In FIG. 2, portions of the accumulation periods 241 a, 246 a, 251 a, and 256 a during which reflected light pulse 222 results in charge accumulation are indicated by shading; similar charge accumulation would occur for modulated reflected light 224. In general, the amount of photons received by a pixel in a single accumulation period does not result in a useful amount of charge being accumulated. Thus, additional illumination periods 260, after the first illumination period, are performed for the light integrations 230, with corresponding additional modulations for the emitted light 210, and further charge accumulation during respective accumulation periods (such as accumulation periods 241 b, 246 b, 251 b, and 256 b), resulting an increased total charge accumulated during a total duration of a light integration. Also, in some implementations, two or more light integrations can be performed concurrently, reducing the time to perform the plurality of light integrations 230 for a frame or allowing light integrations to be performed for a greater number of illumination periods. Also, although not illustrated in FIG. 2, one or more additional light integrations may be performed without corresponding emission of light by the time of flight camera. This information may be used to determine an effect on, or contribution to, depth imaging measurements due to ambient light while capturing the frame, to remove an ambient lighting component from the depth imaging measurements provided for the frame (a process which may be referred to as “ambient subtraction” that yields “ambient subtracted” depth imaging measurements).

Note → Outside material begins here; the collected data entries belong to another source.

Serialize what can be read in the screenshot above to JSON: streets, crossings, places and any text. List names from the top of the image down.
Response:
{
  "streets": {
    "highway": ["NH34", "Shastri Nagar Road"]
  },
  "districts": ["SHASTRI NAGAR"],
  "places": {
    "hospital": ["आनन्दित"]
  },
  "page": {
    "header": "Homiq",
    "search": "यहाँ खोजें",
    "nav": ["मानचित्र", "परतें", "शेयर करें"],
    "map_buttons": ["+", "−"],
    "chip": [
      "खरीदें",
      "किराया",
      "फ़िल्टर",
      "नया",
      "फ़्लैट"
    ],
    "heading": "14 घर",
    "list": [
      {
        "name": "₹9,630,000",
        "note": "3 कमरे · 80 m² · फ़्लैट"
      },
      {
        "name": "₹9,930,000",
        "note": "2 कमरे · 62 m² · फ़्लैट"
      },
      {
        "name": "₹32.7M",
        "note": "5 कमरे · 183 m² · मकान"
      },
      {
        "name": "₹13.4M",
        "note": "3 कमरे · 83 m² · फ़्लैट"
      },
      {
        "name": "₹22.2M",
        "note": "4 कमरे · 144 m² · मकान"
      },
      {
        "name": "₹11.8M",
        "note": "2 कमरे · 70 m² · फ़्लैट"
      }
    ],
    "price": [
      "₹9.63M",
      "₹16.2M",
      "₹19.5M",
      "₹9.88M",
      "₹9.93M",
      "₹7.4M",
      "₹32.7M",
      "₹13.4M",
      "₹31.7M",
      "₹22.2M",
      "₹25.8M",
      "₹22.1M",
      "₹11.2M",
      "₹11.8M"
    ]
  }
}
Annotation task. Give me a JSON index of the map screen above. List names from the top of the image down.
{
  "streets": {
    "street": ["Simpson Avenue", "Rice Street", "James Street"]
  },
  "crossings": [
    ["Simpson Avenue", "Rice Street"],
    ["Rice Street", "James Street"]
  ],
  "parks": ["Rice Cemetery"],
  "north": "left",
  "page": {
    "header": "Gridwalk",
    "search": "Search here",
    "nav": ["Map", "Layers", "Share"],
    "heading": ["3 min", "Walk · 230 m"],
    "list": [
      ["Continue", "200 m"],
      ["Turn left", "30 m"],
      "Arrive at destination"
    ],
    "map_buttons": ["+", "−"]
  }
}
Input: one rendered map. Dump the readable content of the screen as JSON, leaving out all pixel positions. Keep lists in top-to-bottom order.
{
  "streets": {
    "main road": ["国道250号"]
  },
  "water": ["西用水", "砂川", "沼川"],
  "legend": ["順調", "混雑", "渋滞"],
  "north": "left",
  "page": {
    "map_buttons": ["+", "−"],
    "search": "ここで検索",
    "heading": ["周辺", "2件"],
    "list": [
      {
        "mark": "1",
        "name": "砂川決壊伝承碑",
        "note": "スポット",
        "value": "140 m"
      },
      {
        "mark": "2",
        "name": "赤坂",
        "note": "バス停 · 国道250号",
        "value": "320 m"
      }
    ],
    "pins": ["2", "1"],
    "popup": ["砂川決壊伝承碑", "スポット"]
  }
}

It is noted that FIG. 2 only illustrates a reflected light 220 that traveled along a single path (whether directly or indirectly). In general, reflected light 220 is representative of only one of many reflections of emitted light 220 received by a pixel. As discussed above in connection with FIG. 1, a pixel may receive and measure, for its corresponding portion of a field of view, a direct component (or, in some cases, multiple direct components, if the portion includes surfaces at multiple distances from the time of flight camera) and one or more multipath components delayed relative to the direct component. As a result, the waveform for the light actually received by a pixel is more complex and ambiguous than the simplified example illustrated in FIG. 2, which has a corresponding effect on the charges accumulated for each of the plurality of light integrations 230. Also, it should be understood that modulation of emitted light 210, which results in the reflected light 220 received by one pixel in FIG. 2, also results in reflected light used to generate depth imaging measurements. As a result, the time of flight camera generates depth imaging measurements for a plurality of pixels for each captured frame.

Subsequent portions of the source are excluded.